Страницы из дневника Рихарда Кляйна тоже пострадали от влаги, но тепло моего тела сделало их вполне пригодными для растопки. Гораздо более, чем для чтения. Каждая мелко исписана с обеих сторон – столько текста на языке Гете и Шиллера мне в жизни не осилить… Оставив несколько, почерк на которых кажется более-менее разборчивым, я подношу огонек так и не возвращенной зажигалки к уголку первой жертвы и держу листок точно так же, как когда-то бабушка держала «болтливую» бумагу с моими рейсте…
А все-таки интересно, кто сдал меня Бескову?
Пламя весело потрескивает в моих руках. Отправив его лизать печное нутро, я по очереди открываю заслонку и вьюшку.
– Мой блокнот видели только Эмиль и Марк, – рассуждаю я и снова щелкаю зажигалкой. – Ну, Эмиля-то я давно знаю, а вот Марк… – Я виновато кошусь на неподвижного Германа. – Ты только не обижайся. Это всего лишь догадки, но Марк играл в ресторане Бескова и не мог быть с ним незнаком. После того как увидел рейсте, он спускался вниз, в эту их комнатушку для репетиций… Может, чтобы предупредить ребят, а может, чтобы позвонить Максу… Впрочем, какая теперь разница?
Дождавшись, пока догорит бумага, я сую в топку оставшуюся, сверху кладу несколько поленьев и поджигаю все это в надежде, что огонь не обидится на такую скудную жертву. Прикрываю дверцу, оставив себе щель для наблюдения, и прислоняюсь спиной к пока что холодному печному боку. Вкусно пахнет дымком. Запах бани и пикника на природе, костра и песен под гитару в хорошей компании, запах весны… Господи, сколько еще до той весны!
Я подхватываю с подоконника два сосуда, один из которых кувшин, а другой – чайник, и прижимаю их к груди.
– Потерпи немножко, я схожу за водой.

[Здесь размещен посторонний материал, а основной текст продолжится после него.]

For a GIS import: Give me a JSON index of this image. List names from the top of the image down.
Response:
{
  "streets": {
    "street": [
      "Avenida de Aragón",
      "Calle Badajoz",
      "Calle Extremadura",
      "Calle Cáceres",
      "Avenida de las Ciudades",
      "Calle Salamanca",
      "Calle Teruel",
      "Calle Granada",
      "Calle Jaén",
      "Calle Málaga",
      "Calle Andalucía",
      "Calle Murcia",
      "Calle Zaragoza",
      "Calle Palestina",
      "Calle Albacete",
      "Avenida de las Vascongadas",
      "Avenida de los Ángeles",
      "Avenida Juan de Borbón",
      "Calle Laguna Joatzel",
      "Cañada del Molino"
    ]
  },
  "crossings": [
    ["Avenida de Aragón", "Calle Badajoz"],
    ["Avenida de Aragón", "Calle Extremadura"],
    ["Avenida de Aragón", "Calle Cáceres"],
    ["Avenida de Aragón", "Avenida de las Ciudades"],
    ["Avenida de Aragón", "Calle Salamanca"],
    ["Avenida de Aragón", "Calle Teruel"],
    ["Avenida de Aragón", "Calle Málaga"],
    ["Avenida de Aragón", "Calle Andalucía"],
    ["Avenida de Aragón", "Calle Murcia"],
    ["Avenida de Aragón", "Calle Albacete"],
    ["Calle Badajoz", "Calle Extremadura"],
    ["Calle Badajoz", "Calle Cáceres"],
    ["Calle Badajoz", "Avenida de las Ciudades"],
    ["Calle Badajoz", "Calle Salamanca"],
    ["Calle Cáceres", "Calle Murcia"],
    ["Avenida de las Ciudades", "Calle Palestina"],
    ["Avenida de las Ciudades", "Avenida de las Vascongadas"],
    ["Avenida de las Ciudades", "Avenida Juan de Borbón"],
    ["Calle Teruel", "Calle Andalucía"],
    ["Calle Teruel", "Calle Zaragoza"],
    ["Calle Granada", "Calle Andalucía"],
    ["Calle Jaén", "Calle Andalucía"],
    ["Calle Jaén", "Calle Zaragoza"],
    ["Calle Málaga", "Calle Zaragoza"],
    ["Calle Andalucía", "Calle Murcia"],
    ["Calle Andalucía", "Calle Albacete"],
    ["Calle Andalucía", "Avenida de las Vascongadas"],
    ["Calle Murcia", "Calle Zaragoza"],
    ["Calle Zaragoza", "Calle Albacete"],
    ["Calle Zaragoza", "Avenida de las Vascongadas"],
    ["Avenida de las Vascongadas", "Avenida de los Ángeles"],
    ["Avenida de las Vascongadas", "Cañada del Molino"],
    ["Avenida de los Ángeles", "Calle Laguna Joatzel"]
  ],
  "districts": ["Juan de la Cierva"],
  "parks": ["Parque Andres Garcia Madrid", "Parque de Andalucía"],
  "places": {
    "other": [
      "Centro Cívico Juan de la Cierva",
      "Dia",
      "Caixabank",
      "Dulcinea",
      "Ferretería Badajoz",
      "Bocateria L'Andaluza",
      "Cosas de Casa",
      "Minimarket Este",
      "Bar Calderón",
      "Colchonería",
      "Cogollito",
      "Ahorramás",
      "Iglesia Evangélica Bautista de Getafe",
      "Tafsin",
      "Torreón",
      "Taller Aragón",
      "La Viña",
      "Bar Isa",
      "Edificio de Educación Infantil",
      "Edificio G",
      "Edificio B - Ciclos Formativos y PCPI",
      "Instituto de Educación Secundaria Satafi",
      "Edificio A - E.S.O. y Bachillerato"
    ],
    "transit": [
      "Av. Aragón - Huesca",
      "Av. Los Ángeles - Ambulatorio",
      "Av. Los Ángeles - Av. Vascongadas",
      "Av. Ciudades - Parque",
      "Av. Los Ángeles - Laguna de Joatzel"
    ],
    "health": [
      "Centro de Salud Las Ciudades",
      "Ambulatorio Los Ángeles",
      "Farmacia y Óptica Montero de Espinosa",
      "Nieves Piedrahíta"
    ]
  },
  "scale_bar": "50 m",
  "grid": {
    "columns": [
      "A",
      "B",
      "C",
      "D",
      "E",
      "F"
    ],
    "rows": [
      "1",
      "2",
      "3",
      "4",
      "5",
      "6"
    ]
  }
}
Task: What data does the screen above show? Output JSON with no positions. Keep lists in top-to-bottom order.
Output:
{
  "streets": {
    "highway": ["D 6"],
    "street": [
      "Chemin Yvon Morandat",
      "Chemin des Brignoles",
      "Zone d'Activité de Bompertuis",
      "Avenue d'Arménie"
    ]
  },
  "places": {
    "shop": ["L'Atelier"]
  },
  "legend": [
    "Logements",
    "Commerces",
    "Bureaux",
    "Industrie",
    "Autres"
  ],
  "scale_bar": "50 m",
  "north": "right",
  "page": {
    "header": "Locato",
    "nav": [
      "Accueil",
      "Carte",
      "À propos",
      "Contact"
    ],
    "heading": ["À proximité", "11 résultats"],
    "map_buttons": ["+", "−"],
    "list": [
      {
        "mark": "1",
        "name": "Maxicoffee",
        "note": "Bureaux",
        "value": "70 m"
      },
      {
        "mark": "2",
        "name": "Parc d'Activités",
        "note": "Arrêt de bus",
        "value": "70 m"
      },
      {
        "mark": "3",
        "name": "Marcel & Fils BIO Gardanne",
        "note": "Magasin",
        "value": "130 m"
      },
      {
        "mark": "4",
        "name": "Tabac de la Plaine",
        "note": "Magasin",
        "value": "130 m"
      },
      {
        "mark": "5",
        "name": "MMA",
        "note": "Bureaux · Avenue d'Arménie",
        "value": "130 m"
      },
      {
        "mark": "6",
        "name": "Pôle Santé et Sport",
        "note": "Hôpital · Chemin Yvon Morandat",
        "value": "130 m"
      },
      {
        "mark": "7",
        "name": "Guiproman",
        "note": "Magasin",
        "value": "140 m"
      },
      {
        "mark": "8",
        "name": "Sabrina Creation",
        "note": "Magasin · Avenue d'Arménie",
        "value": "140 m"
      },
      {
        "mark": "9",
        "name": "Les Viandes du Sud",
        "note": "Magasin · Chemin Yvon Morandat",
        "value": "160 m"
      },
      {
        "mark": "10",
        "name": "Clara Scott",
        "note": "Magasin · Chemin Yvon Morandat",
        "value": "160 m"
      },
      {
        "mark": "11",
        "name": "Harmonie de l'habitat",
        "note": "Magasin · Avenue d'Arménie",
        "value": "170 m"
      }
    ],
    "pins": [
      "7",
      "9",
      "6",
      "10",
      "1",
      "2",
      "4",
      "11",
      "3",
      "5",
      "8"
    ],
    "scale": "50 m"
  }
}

Тут колодец рядом.
Хотя Герман, наверное, и сам это знает.
Ночь здесь наступает не плавно, а вдруг, как наброшенный на голову мешок – сырая, опасная, плотная, с острым запахом беды. Скрип ветвей, вскрик ночной птицы, дребезжание стекол, стоящих на пути ветра. Я делаю глубокий вдох и медленный выдох. Глаза постепенно привыкают к темноте, не прирученной городскими огнями. Крыша колодца темнеет на прежнем месте. Лужа, к несчастью, тоже. С силой оттолкнувшись от ступеней, я приземляюсь подошвами кед на ее поросший бурьяном правый берег и шагаю, распинывая траву, потому что руки по-прежнему заняты потертыми, но по-своему симпатичными посудинами, которые все еще пытаются быть, а не казаться полезными.
Под крышкой колодца обнаруживается ведро – достаточно новое, чтобы понять, что Герман действительно бывал здесь, и, возможно, не раз, потому что ничто иное не могло бы заставить его позаботиться о такой бытовой ерунде, как новое ведро. Когда ты рейстери Дверей и в любой момент можешь смотаться домой, чтобы плеснуть воды из чайника в собственной кухне, новые ведра – последнее, о чем ты вообще думаешь. Но он подумал, и бродил здесь, должно быть, один, о чем-то размышлял, сбегал от брата, за ненависть к которому ненавидел себя самого, ненадолго поднимал голову над поверхностью бескрайнего моря ненависти и жадно глотал свежий воздух, тишину, одиночество, чтобы потом опуститься обратно на дно и глядеть снизу вверх широко распахнутыми, полными тоски глазами.
Вода оказывается ледяной. Я пью, зачерпывая ее сложенными лодочкой ладонями, но никак не могу напиться – чуть сладковатая жидкость блаженно стекает вниз по пересохшему горлу, руки немеют от холода и щиплет обветренные губы, но это приятная боль, на время заслоняющая все остальное. Я несколько раз наполняю оба кувшина водой и выплескиваю ее в траву, чтобы прополоскать их изнутри. У каждого из нас есть потребность в убежище – месте, где можно встретить себя и найти потерянный смысл.
– Здесь его убежище, – шепчу я кувшинам. – И мое, наверное, тоже…
По сравнению с улицей в доме почти душно.
– Завтра погуляем, ладно? – говорю я и растираю плечи. Герман лежит на спине, глаза его странно приоткрыты – они поблескивают под полуопущенными веками, однако не следят за окружающим. Я подношу к его губам носик чайника и осторожно наклоняю, но вода сразу же возвращается обратно, заливая ему шею и грудь.
– Ну же. Ты ведь хочешь. Пей.
Он не глотает. Я набираю немного в ладонь и провожу ею по пылающему лбу и щекам Германа, а затем умываюсь сама. Сон слегка отступает. Этой ночью мне нельзя засыпать.
Пламя уютно гудит в очаге, потрескивают дрова. Приоткрыв дверцу топки, я подношу к глазам оставшиеся листы из дневника Кляйна, выискиваю знакомые слова и додумываю значение незнакомых. Это не так сложно, потому что часть истории мне известна. Известна и чужда одновременно.
– Лихо же он нас обманул, – бормочу я, имея в виду Бескова. – Ему бы книги писать. Ты же помнишь момент, когда Кляйн получил от Нойманна пятнадцатый рейсте и демонстрировал Раушу свои новые сверхспособности? Вот послушай, как все было на самом деле.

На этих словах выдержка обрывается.